• [What the task requires] Whenever the string "Genzkower" turns up in a line of the data below, copy that line.

Collected data entries:
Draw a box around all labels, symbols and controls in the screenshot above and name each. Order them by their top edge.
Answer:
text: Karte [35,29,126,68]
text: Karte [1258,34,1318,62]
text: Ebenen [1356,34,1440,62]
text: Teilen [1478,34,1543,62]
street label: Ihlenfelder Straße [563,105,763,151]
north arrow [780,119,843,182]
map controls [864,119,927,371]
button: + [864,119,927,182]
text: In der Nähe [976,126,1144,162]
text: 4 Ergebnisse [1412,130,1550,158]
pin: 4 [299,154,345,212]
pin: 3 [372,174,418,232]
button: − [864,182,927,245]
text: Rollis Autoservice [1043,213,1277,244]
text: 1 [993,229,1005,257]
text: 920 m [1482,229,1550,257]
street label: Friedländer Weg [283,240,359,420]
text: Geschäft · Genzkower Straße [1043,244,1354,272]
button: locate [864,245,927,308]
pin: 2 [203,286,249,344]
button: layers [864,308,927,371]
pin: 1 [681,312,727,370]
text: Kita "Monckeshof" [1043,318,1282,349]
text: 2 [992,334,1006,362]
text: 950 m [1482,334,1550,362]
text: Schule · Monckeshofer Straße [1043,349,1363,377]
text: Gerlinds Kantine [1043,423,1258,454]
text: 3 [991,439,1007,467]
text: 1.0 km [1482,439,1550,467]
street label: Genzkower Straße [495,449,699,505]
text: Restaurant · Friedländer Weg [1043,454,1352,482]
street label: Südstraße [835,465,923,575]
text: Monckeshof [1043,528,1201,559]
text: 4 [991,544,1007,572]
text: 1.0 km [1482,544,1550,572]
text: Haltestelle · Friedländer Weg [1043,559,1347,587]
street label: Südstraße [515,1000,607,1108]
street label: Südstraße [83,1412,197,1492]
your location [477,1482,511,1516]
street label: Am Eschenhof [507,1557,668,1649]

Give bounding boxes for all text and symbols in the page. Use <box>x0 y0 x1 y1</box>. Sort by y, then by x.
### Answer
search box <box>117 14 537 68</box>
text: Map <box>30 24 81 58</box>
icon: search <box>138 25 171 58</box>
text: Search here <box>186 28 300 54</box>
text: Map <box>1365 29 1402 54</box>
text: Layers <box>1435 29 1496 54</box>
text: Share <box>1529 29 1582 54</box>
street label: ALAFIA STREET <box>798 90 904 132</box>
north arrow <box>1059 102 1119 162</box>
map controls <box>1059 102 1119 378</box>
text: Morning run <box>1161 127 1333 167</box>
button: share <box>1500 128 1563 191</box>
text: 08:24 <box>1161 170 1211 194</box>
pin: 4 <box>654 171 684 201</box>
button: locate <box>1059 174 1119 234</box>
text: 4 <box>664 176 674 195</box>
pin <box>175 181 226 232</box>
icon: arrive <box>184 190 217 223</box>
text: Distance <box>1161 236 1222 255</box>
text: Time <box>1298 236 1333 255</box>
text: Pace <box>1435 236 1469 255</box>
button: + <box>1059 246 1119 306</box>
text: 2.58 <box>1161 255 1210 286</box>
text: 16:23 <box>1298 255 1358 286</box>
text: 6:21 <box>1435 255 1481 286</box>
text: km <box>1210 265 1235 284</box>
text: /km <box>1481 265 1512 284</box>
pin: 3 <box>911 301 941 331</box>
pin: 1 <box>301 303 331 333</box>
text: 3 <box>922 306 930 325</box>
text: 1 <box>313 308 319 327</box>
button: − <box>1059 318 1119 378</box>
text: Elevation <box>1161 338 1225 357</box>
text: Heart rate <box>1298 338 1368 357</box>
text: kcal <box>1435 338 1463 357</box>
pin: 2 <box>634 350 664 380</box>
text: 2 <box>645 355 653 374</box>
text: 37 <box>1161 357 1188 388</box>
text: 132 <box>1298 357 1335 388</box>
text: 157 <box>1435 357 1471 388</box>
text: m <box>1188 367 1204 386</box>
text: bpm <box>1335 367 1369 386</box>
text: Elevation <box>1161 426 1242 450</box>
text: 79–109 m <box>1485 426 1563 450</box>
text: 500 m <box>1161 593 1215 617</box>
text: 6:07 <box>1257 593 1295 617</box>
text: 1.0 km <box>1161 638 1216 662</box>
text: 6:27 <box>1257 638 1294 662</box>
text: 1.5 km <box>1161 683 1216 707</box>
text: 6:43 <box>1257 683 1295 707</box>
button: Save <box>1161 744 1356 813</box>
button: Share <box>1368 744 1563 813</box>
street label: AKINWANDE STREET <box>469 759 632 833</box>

• [Solution]
text: Geschäft · Genzkower Straße [1043,244,1354,272]
street label: Genzkower Straße [495,449,699,505]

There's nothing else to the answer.